» **About this task**:
Where the line with "Task: Convert the" appears in the records below, start there and transcribe each line exactly through the last.

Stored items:
○ ○ ○ ○

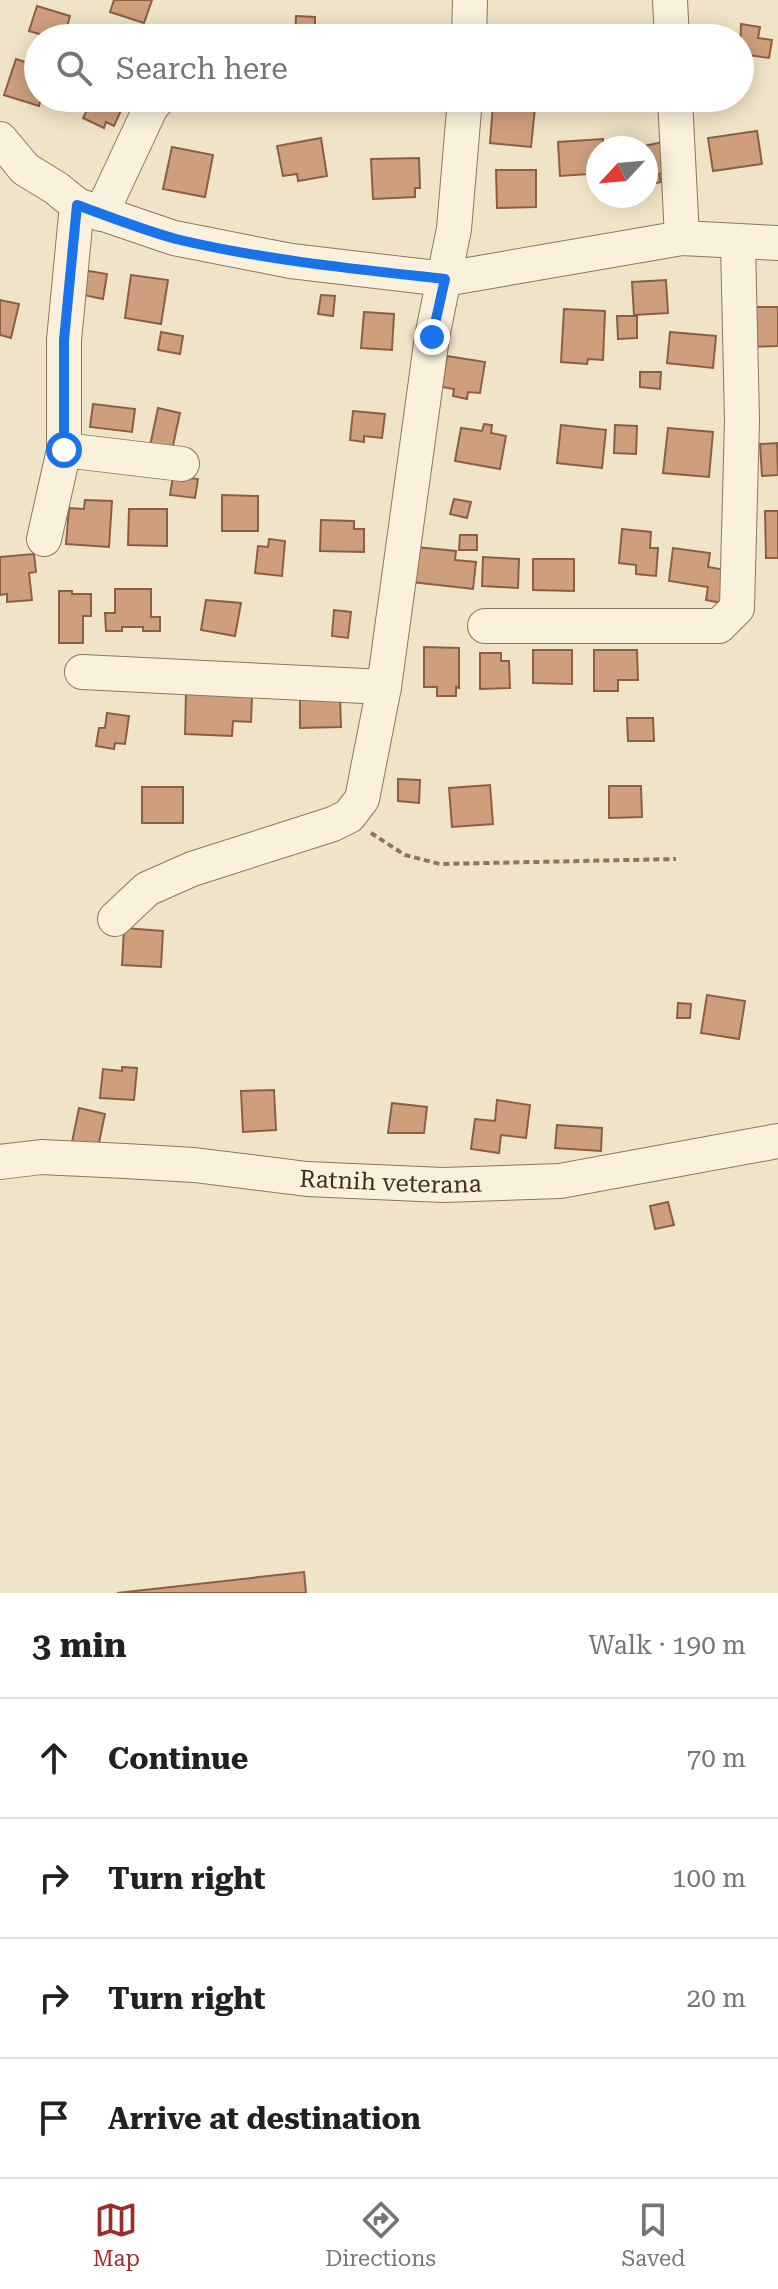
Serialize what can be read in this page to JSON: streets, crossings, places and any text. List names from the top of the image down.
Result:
{
  "streets": {
    "street": ["Ratnih veterana"]
  },
  "north": "bottom left",
  "page": {
    "search": "Search here",
    "heading": ["3 min", "Walk · 190 m"],
    "list": [
      ["Continue", "70 m"],
      ["Turn right", "100 m"],
      ["Turn right", "20 m"],
      "Arrive at destination"
    ],
    "nav": ["Map", "Directions", "Saved"]
  }
}
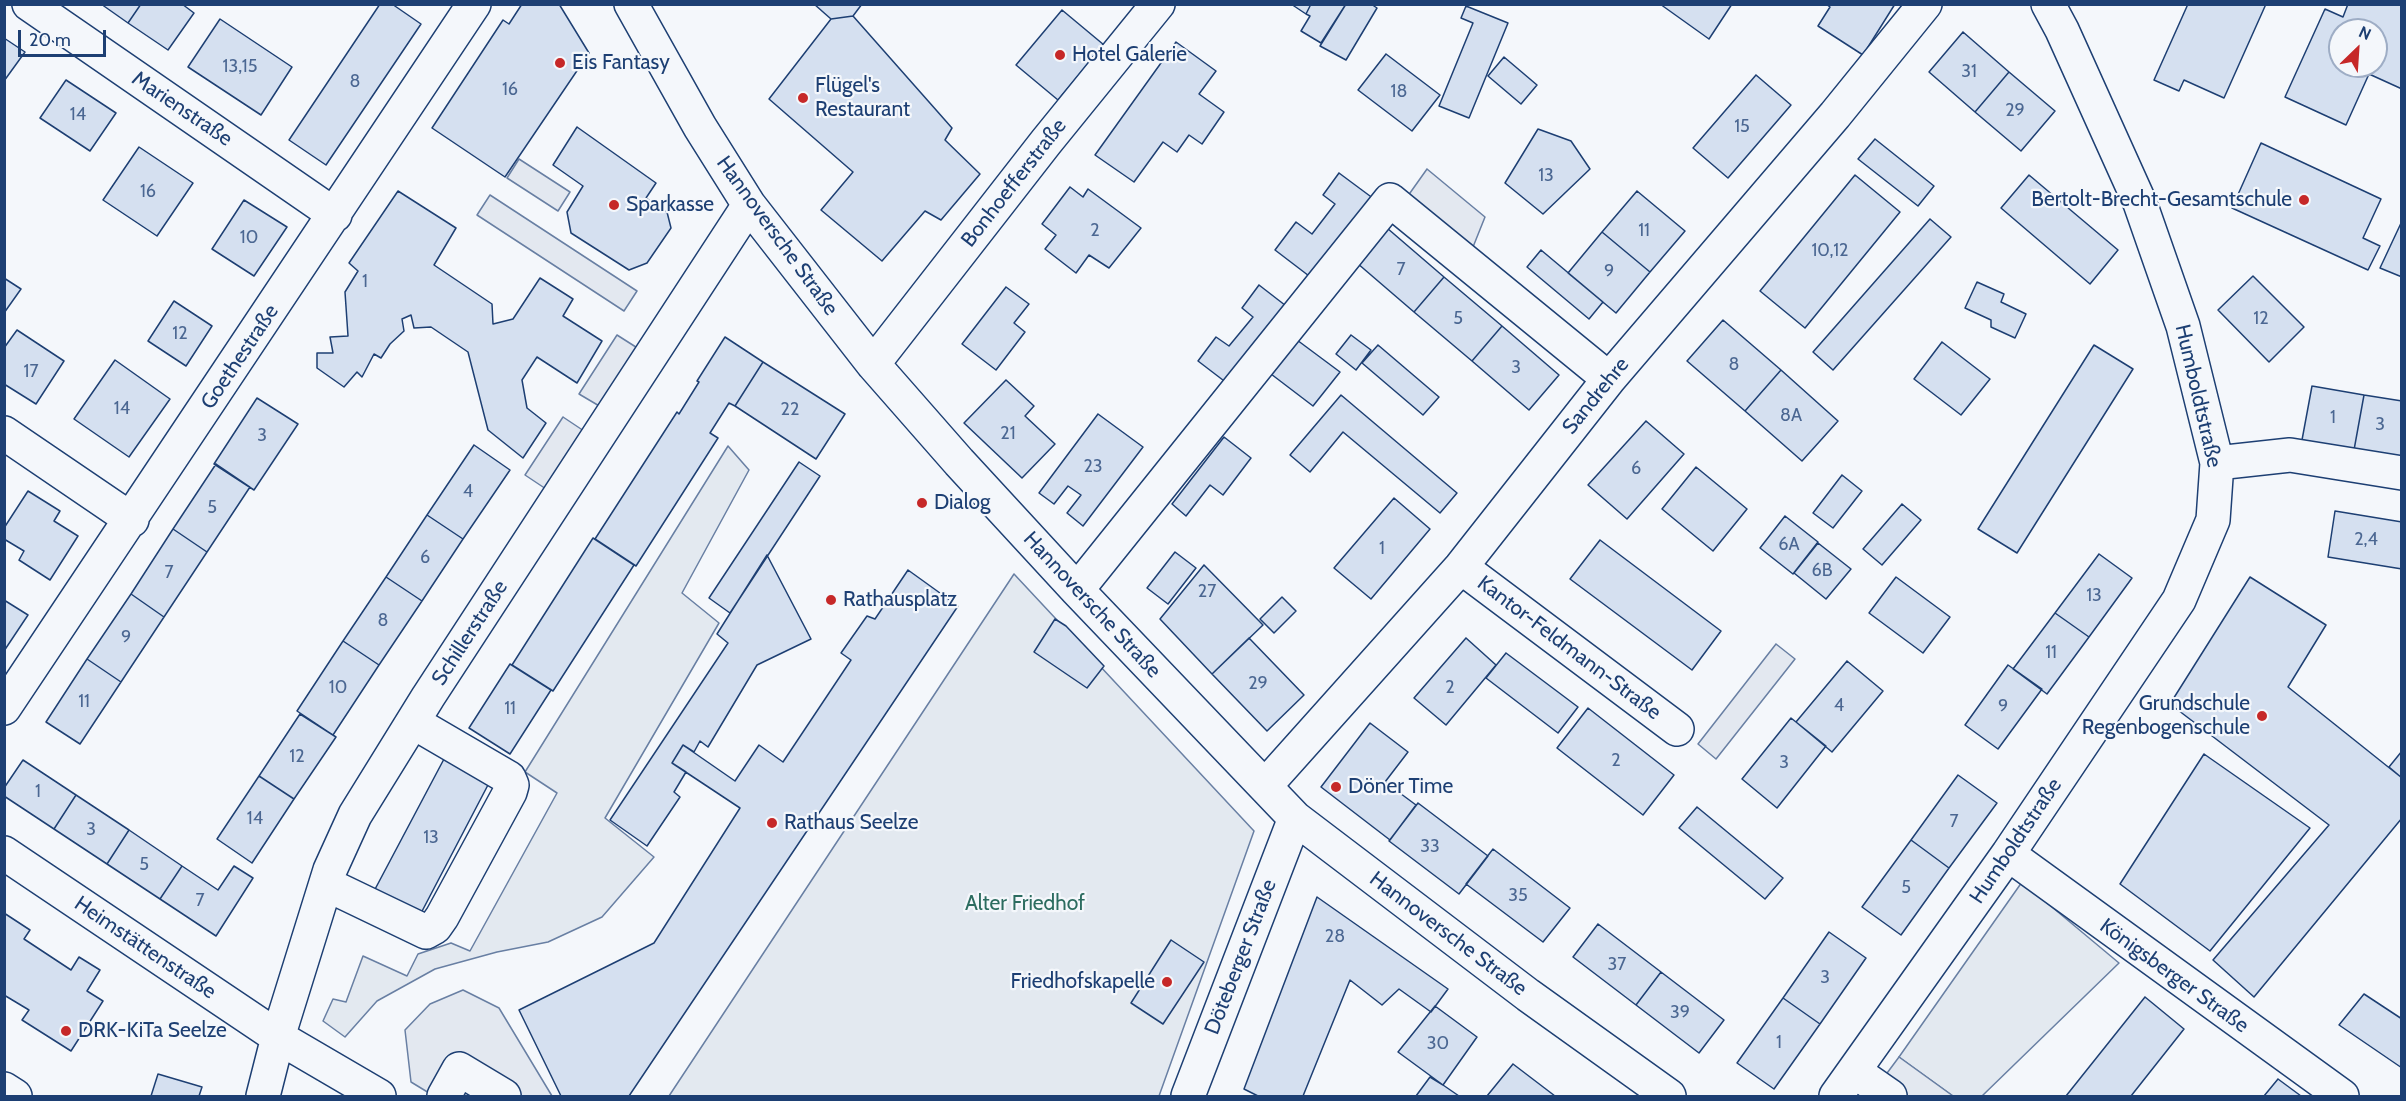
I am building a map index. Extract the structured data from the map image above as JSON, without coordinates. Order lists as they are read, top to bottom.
{
  "streets": {
    "street": [
      "Marienstraße",
      "Bonhoefferstraße",
      "Hannoversche Straße",
      "Goethestraße",
      "Sandrehre",
      "Humboldtstraße",
      "Schillerstraße",
      "Kantor-Feldmann-Straße",
      "Heimstättenstraße",
      "Döteberger Straße",
      "Königsberger Straße"
    ]
  },
  "crossings": [
    ["Marienstraße", "Goethestraße"],
    ["Bonhoefferstraße", "Hannoversche Straße"],
    ["Hannoversche Straße", "Sandrehre"],
    ["Hannoversche Straße", "Schillerstraße"],
    ["Hannoversche Straße", "Döteberger Straße"],
    ["Sandrehre", "Kantor-Feldmann-Straße"],
    ["Humboldtstraße", "Königsberger Straße"],
    ["Schillerstraße", "Heimstättenstraße"]
  ],
  "parks": ["Alter Friedhof"],
  "places": [
    "Hotel Galerie",
    "Eis Fantasy",
    "Flügel's Restaurant",
    "Bertolt-Brecht-Gesamtschule",
    "Sparkasse",
    "Dialog",
    "Rathausplatz",
    "Grundschule Regenbogenschule",
    "Döner Time",
    "Rathaus Seelze",
    "Friedhofskapelle",
    "DRK-KiTa Seelze"
  ],
  "house_numbers": [
    "13,15",
    "31",
    "8",
    "16",
    "18",
    "29",
    "14",
    "15",
    "13",
    "16",
    "2",
    "11",
    "10",
    "10,12",
    "7",
    "9",
    "1",
    "5",
    "12",
    "12",
    "8",
    "3",
    "17",
    "14",
    "22",
    "8A",
    "1",
    "3",
    "21",
    "3",
    "23",
    "6",
    "4",
    "5",
    "2,4",
    "6A",
    "1",
    "6",
    "6B",
    "7",
    "27",
    "13",
    "8",
    "9",
    "11",
    "29",
    "10",
    "2",
    "11",
    "4",
    "9",
    "11",
    "12",
    "2",
    "3",
    "1",
    "14",
    "7",
    "3",
    "13",
    "33",
    "5",
    "5",
    "35",
    "7",
    "28",
    "37",
    "3",
    "39",
    "1",
    "30"
  ],
  "scale_bar": "20 m",
  "north": "top right"
}
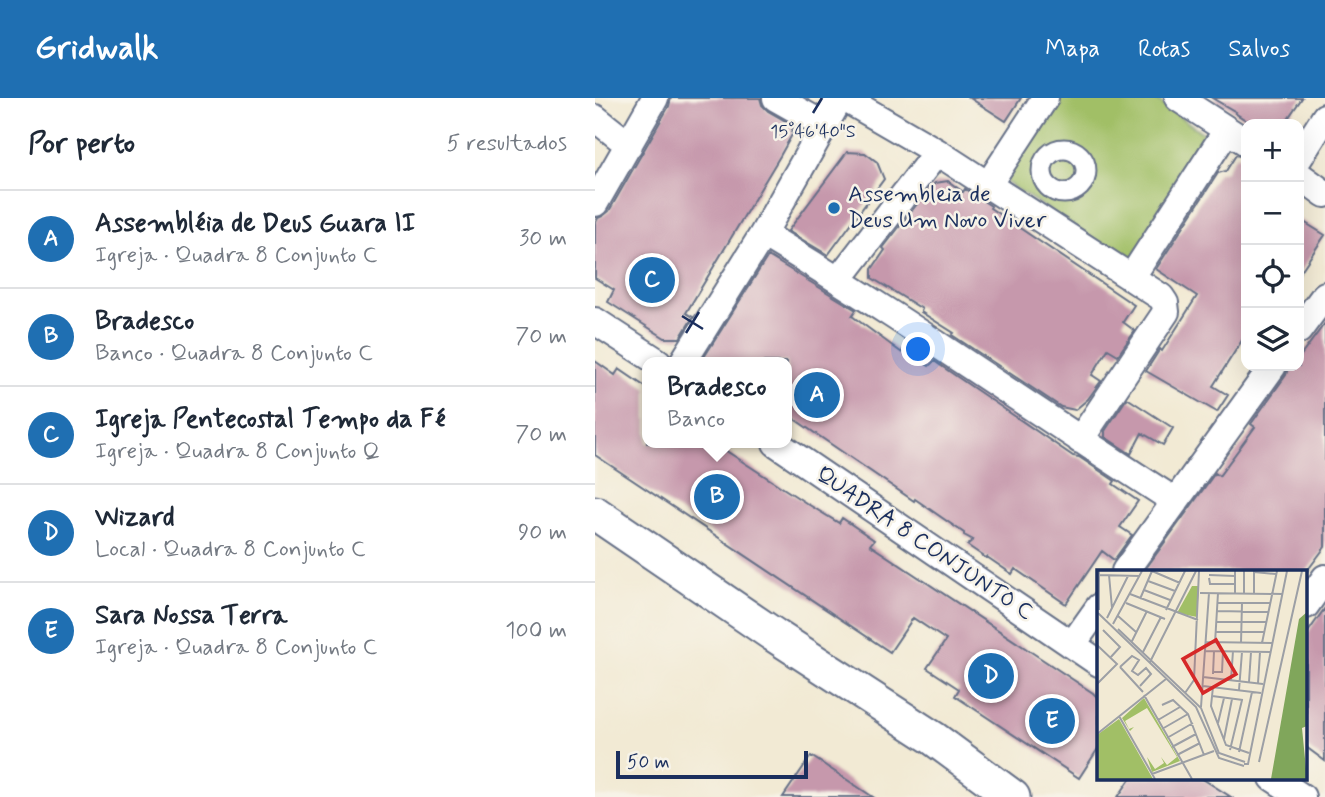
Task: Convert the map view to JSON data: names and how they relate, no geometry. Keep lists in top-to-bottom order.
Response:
{
  "streets": {
    "street": ["QUADRA 8 CONJUNTO C"]
  },
  "places": ["Assembleia de Deus Um Novo Viver"],
  "scale_bar": "50 m",
  "page": {
    "header": "Gridwalk",
    "nav": ["Mapa", "Rotas", "Salvos"],
    "heading": ["Por perto", "5 resultados"],
    "map_buttons": ["+", "−"],
    "list": [
      {
        "mark": "A",
        "name": "Assembléia de Deus Guara II",
        "note": "Igreja · Quadra 8 Conjunto C",
        "value": "30 m"
      },
      {
        "mark": "B",
        "name": "Bradesco",
        "note": "Banco · Quadra 8 Conjunto C",
        "value": "70 m"
      },
      {
        "mark": "C",
        "name": "Igreja Pentecostal Tempo da Fé",
        "note": "Igreja · Quadra 8 Conjunto Q",
        "value": "70 m"
      },
      {
        "mark": "D",
        "name": "Wizard",
        "note": "Local · Quadra 8 Conjunto C",
        "value": "90 m"
      },
      {
        "mark": "E",
        "name": "Sara Nossa Terra",
        "note": "Igreja · Quadra 8 Conjunto C",
        "value": "100 m"
      }
    ],
    "pins": [
      "C",
      "A",
      "B",
      "D",
      "E"
    ],
    "popup": ["Bradesco", "Banco"],
    "scale": "50 m"
  },
  "coordinates": ["15°46'40\"S"]
}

○ ○ ○ ○

» **Response**:
Task: Convert the map view to JSON data: names and how they relate, no geometry. Keep lists in top-to-bottom order.
Response:
{
  "streets": {
    "street": ["QUADRA 8 CONJUNTO C"]
  },
  "places": ["Assembleia de Deus Um Novo Viver"],
  "scale_bar": "50 m",
  "page": {
    "header": "Gridwalk",
    "nav": ["Mapa", "Rotas", "Salvos"],
    "heading": ["Por perto", "5 resultados"],
    "map_buttons": ["+", "−"],
    "list": [
      {
        "mark": "A",
        "name": "Assembléia de Deus Guara II",
        "note": "Igreja · Quadra 8 Conjunto C",
        "value": "30 m"
      },
      {
        "mark": "B",
        "name": "Bradesco",
        "note": "Banco · Quadra 8 Conjunto C",
        "value": "70 m"
      },
      {
        "mark": "C",
        "name": "Igreja Pentecostal Tempo da Fé",
        "note": "Igreja · Quadra 8 Conjunto Q",
        "value": "70 m"
      },
      {
        "mark": "D",
        "name": "Wizard",
        "note": "Local · Quadra 8 Conjunto C",
        "value": "90 m"
      },
      {
        "mark": "E",
        "name": "Sara Nossa Terra",
        "note": "Igreja · Quadra 8 Conjunto C",
        "value": "100 m"
      }
    ],
    "pins": [
      "C",
      "A",
      "B",
      "D",
      "E"
    ],
    "popup": ["Bradesco", "Banco"],
    "scale": "50 m"
  },
  "coordinates": ["15°46'40\"S"]
}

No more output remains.